■ TASK BRIEF ■
Repeat everything in the listing exactly, except for the images.

★ ★ ★ ★ ★ ★ ★

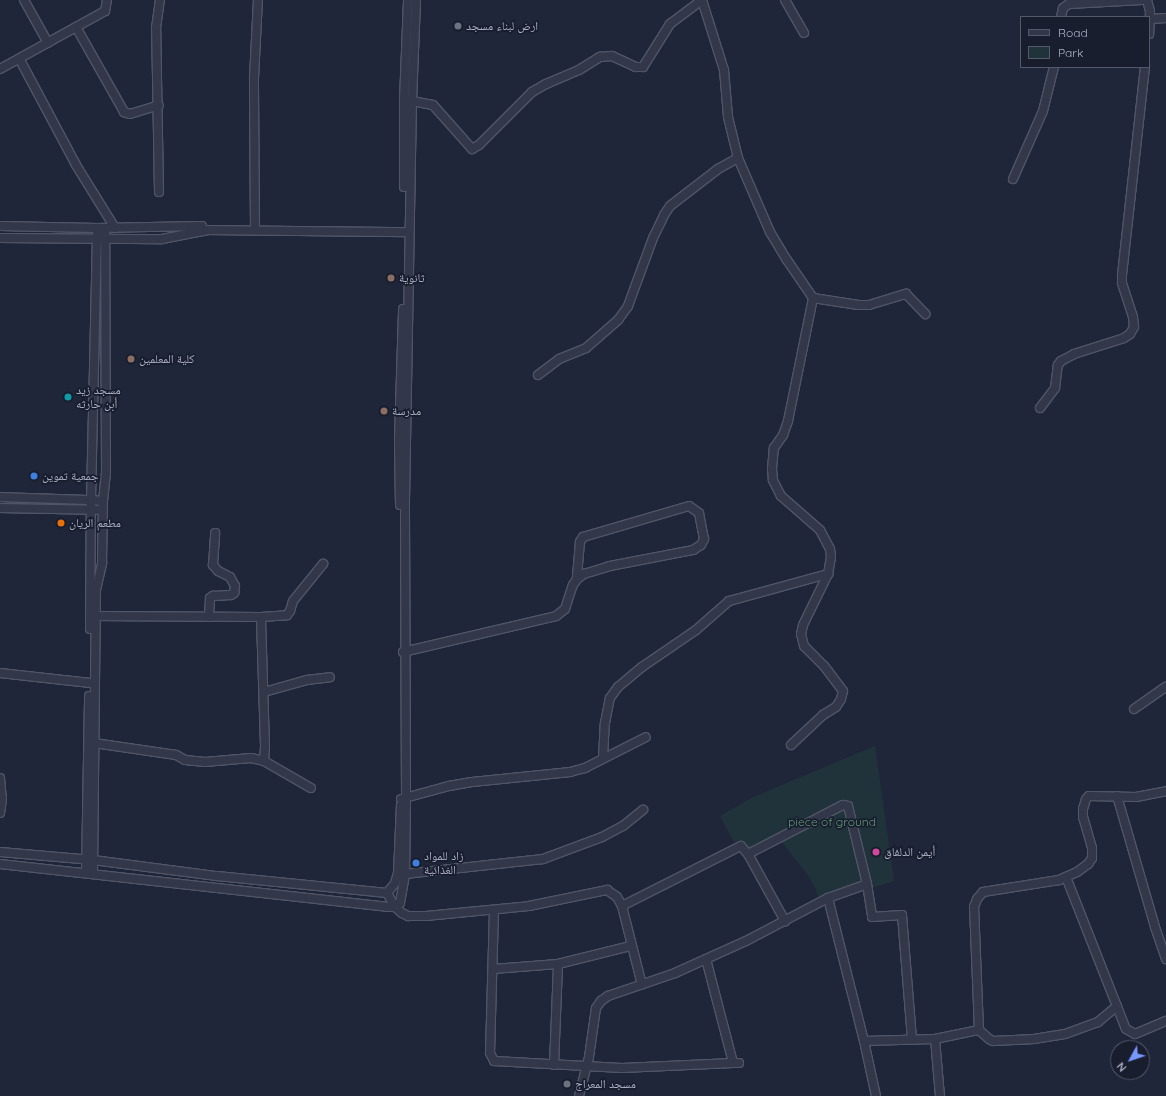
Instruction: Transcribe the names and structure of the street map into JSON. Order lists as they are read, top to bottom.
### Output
{
  "parks": ["piece of ground"],
  "places": [
    "ارض لبناء مسجد",
    "ثانوية",
    "كلية المعلمين",
    "مسجد زيد أبن حارثه",
    "مدرسة",
    "جمعية تموين",
    "مطعم الريان",
    "أيمن الدلفاق",
    "زاد للمواد الغذائية",
    "مسجد المعراج"
  ],
  "legend": ["Road", "Park"],
  "north": "bottom left"
}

★ ★ ★ ★ ★ ★ ★

■ RESPONSE TO THIS TASK ■
Instruction: Transcribe the names and structure of the street map into JSON. Order lists as they are read, top to bottom.
### Output
{
  "parks": ["piece of ground"],
  "places": [
    "ارض لبناء مسجد",
    "ثانوية",
    "كلية المعلمين",
    "مسجد زيد أبن حارثه",
    "مدرسة",
    "جمعية تموين",
    "مطعم الريان",
    "أيمن الدلفاق",
    "زاد للمواد الغذائية",
    "مسجد المعراج"
  ],
  "legend": ["Road", "Park"],
  "north": "bottom left"
}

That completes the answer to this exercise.